En 2020, un juge a ordonné que l’Église et d’autres prévenus paient des dommages et intérêts à une femme après que des membres l’ont convaincue que le cancer de son enfant était causé par des péchés familiaux. Sur leur conseil, elle a dépensé des dizaines de milliers de dollars en biens et services de l’église : comme effectuer des recherches sur son histoire familiale et l’achat de bénédictions.
Une jeune femme de 28 ans raconte que sa mère avait donné l’intégralité de son héritage avant de vendre le domicile familial pour l’Eglise.
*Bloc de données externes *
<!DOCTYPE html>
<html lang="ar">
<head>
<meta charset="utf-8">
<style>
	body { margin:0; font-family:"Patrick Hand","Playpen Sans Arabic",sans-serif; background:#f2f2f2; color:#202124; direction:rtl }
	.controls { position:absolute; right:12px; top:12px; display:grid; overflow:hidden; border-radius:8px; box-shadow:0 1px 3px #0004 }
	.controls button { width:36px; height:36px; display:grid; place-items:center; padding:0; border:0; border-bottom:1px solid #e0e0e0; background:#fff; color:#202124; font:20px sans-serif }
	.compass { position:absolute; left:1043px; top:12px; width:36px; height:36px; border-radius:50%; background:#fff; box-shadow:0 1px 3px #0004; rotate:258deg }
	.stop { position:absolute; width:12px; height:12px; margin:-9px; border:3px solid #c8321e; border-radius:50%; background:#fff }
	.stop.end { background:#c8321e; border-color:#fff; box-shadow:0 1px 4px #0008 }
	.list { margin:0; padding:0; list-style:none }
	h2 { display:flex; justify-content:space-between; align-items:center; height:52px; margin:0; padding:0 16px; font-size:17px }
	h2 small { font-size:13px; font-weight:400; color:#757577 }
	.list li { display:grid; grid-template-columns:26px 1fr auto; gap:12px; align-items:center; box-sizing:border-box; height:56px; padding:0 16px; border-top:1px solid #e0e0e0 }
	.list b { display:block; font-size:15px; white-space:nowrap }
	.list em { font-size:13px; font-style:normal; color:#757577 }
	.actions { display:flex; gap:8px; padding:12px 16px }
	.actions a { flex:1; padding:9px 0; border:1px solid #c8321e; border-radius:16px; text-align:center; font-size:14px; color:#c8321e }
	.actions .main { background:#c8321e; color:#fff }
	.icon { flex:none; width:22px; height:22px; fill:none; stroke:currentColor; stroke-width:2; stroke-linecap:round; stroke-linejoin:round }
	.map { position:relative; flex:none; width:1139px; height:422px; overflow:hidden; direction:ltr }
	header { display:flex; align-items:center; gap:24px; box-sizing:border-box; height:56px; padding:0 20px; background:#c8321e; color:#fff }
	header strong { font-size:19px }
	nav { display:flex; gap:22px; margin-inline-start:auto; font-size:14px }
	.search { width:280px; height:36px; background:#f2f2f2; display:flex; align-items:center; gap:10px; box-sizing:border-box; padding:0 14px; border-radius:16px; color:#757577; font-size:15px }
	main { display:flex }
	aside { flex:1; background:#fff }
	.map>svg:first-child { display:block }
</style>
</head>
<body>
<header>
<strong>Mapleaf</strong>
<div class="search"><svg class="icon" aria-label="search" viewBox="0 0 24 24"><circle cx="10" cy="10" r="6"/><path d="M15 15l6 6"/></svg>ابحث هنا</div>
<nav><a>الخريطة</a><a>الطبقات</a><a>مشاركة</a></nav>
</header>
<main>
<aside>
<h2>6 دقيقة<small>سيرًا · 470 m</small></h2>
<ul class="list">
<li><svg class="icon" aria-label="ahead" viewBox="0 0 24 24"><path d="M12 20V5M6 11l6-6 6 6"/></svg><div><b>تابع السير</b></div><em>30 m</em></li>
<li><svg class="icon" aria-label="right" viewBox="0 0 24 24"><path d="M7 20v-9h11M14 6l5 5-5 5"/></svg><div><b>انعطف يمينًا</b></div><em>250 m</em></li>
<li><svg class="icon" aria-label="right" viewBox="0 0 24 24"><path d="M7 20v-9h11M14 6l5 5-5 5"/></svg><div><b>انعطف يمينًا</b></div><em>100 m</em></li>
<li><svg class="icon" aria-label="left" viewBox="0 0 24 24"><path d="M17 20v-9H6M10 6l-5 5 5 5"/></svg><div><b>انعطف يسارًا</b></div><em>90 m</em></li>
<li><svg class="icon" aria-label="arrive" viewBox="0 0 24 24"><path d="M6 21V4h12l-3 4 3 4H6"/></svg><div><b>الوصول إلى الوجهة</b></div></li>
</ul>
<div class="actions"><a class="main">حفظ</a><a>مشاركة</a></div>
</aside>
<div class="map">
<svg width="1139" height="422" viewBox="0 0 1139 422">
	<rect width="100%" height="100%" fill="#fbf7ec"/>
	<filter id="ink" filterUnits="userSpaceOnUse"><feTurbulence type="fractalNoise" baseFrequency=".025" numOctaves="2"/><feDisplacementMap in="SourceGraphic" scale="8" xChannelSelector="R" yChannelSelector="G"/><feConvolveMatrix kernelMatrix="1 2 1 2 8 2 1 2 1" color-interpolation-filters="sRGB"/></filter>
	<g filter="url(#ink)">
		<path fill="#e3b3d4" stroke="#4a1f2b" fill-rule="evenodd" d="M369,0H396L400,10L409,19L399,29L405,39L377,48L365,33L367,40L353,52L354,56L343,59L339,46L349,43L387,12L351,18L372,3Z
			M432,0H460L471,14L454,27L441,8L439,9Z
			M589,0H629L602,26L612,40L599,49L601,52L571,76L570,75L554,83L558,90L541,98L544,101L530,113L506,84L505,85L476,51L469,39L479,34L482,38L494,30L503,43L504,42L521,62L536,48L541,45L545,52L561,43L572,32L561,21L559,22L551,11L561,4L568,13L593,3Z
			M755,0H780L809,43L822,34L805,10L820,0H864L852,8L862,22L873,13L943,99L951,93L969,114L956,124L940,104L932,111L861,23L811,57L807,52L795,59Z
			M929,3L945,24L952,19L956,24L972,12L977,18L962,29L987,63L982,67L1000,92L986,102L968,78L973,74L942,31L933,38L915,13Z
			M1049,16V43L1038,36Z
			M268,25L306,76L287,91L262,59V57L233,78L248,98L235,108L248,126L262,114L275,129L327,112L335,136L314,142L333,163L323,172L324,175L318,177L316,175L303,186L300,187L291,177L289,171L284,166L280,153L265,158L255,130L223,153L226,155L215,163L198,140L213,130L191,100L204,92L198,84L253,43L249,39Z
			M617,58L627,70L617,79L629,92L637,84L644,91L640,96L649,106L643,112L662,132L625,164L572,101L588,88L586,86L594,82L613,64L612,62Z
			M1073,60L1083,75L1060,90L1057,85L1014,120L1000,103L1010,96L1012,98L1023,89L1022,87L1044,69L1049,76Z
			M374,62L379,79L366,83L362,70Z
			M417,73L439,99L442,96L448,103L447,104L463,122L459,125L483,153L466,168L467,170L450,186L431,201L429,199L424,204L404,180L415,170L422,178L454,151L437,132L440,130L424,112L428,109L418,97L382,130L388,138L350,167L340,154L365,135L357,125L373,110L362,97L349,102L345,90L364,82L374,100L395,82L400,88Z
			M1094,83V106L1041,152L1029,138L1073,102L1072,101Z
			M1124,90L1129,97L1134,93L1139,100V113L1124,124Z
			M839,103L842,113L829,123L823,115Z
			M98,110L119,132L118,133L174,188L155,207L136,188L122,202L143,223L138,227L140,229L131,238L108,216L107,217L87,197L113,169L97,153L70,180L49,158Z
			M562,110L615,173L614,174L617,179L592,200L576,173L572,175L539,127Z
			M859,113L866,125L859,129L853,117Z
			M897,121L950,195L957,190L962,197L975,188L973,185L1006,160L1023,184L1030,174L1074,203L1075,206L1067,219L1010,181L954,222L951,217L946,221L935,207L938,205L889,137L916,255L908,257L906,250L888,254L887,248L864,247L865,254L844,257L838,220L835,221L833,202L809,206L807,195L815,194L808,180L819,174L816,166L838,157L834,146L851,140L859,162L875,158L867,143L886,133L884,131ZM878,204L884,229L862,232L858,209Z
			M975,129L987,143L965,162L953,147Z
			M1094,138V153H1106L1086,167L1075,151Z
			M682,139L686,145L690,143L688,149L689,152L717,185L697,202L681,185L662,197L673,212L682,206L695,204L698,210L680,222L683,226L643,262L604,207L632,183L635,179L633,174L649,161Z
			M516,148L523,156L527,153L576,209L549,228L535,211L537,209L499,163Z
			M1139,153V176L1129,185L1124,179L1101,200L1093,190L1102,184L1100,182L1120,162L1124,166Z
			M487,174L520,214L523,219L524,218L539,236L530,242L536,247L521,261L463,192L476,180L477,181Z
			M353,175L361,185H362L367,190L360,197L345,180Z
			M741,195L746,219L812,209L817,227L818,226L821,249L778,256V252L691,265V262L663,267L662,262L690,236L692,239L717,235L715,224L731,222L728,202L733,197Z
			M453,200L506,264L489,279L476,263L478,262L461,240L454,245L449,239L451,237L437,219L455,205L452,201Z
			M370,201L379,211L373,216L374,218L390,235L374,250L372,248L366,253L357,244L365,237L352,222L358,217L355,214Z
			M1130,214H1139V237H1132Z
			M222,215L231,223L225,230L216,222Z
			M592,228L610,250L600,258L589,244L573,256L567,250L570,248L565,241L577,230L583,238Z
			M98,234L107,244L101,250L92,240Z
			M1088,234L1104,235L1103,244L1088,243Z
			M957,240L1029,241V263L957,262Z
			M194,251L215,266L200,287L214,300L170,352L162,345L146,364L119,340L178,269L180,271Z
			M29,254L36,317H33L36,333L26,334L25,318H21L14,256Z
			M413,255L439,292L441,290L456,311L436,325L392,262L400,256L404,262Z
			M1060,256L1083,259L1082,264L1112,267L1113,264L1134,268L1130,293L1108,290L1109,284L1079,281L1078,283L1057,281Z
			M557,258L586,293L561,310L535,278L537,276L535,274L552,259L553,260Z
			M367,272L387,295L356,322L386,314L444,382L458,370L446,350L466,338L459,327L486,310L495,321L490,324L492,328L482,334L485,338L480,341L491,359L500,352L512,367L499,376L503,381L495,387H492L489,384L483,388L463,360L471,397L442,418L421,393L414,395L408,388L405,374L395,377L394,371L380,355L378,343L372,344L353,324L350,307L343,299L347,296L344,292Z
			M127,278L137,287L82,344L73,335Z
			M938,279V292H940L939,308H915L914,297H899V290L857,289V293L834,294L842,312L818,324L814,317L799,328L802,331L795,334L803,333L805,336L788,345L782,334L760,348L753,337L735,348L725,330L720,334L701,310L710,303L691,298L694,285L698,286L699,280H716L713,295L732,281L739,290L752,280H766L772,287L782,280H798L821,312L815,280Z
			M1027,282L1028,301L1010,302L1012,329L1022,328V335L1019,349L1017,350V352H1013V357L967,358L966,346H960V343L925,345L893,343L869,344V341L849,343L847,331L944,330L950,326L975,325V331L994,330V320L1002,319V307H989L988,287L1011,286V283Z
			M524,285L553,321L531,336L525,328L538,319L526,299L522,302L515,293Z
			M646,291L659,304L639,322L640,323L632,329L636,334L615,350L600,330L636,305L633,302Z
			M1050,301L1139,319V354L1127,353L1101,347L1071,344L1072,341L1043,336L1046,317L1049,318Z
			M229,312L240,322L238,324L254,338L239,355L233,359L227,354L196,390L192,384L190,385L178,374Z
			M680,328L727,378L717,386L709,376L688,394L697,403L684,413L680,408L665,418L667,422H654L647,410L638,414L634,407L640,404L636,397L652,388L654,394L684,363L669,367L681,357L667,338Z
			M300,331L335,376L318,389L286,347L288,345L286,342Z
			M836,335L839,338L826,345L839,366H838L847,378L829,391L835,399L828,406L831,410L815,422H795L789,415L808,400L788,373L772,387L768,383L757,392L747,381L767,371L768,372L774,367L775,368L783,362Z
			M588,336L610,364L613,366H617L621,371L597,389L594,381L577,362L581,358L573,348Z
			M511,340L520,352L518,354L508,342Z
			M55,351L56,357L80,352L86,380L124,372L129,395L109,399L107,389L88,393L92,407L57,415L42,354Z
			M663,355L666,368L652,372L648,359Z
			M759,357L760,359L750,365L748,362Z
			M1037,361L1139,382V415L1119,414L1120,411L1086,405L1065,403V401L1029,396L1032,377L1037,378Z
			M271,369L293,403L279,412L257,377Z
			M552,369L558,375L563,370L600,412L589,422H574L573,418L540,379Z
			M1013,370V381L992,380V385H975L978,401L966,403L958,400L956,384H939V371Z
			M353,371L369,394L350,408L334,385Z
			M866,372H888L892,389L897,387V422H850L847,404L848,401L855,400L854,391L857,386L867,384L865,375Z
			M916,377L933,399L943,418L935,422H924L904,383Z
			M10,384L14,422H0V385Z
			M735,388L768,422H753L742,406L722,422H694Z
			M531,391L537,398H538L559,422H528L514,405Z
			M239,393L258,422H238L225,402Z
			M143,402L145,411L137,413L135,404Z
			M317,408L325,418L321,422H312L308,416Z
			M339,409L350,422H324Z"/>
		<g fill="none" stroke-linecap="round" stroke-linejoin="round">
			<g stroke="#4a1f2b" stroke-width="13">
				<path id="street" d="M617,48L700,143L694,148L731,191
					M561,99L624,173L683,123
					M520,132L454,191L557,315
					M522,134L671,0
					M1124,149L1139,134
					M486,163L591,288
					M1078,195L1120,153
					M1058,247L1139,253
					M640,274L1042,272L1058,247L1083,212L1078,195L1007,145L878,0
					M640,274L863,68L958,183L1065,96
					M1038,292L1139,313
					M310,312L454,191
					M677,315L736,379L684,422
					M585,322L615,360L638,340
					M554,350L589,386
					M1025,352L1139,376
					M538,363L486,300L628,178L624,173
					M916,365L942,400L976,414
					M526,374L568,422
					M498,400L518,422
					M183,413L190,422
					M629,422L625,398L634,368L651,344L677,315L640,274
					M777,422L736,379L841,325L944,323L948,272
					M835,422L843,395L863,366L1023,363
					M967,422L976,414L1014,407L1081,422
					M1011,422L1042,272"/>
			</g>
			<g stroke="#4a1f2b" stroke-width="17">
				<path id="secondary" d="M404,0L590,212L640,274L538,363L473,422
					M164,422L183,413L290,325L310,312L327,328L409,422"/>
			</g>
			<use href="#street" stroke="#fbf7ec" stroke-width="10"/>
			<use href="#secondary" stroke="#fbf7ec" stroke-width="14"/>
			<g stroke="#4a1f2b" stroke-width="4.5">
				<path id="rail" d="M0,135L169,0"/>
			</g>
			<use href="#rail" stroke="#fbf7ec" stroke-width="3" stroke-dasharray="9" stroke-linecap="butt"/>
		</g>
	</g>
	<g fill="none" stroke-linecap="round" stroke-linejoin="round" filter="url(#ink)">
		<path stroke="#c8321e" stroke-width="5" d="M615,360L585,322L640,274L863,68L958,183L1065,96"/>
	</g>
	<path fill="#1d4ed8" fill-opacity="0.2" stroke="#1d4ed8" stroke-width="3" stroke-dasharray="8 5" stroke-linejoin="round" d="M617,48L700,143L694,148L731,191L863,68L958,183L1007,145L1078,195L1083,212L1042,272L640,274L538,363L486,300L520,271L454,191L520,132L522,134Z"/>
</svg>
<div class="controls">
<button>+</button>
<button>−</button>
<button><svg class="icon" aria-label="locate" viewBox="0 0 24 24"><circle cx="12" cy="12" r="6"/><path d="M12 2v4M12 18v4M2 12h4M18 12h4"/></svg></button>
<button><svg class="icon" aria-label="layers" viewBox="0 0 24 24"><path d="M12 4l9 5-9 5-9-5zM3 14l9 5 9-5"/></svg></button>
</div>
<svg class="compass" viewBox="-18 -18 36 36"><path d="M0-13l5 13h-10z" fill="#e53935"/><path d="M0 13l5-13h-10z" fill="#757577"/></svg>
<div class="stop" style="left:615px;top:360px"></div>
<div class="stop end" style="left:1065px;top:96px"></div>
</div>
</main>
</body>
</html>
La famille a dû par la suite se serrer dans un minuscule appartement à Tokyo, décoré de livres et de vases très chers vendus par l’Eglise de l’Unification, des objets censés porter bonheur. A ce jour, la mère de la jeune femme qui témoigne fait des dons plus raisonnables. Si elle condamne ce qui est arrivé à Abe, elle espère que cela aidera à attirer l’attention sur les « nombreux cas de familles qui ont été détruites ».